In this early recording, a single phrase is repeated seventeen times, with slight variations each time. Here again, the musical organization per se is very weak: the singer's intonation is inconsistent, so that some of the scale tones indicated here might more correctly be thought of as "scale tone areas." Relatedly, the meter is not at all clear, and this is why the 3/4 indication has been parenthesized. The song is sung with a heavy "sobbing" vocal delivery, and Kroeber's notes indicate that this and the other two songs were used much like the men's sweathouse songs.

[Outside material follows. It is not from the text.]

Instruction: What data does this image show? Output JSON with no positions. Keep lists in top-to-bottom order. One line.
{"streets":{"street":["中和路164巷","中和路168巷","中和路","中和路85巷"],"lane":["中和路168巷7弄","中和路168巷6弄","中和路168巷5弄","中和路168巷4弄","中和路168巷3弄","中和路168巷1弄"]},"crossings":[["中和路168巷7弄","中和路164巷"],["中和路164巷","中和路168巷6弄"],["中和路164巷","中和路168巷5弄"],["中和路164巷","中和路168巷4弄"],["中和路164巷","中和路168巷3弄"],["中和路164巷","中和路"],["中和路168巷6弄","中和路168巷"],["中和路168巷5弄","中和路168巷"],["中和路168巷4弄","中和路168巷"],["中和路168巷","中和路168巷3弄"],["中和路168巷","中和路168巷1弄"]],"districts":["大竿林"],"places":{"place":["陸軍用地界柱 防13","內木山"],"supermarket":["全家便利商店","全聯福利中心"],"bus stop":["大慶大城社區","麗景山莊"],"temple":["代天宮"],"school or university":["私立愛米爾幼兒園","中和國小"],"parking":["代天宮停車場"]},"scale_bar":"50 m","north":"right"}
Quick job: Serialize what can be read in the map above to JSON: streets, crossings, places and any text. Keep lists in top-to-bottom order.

The song in example 38 appears to be sung entirely in vocables, but Kroeber's notes mention a text and give the translation, "south along the coast, I am going there" (Kroeber n.d.: Carton 6; Notebook 42, p. 48). There was no explanation or translation of the title. The song is sung six times on the cylinder and has the same "sobbing" quality as other sweathouse songs considered previously. As in most Yurok songs, the melodic ambitus is rather wide, and the melody has a descending contour.

Another recording identified as "Maoxpir Song" was also collected from Weitchpec Susie and had a similar style (appendix 2, D-5), but Kroeber's notes reveal this was Susie's rendition of a man's sweathouse song rather than one that a woman would actually use.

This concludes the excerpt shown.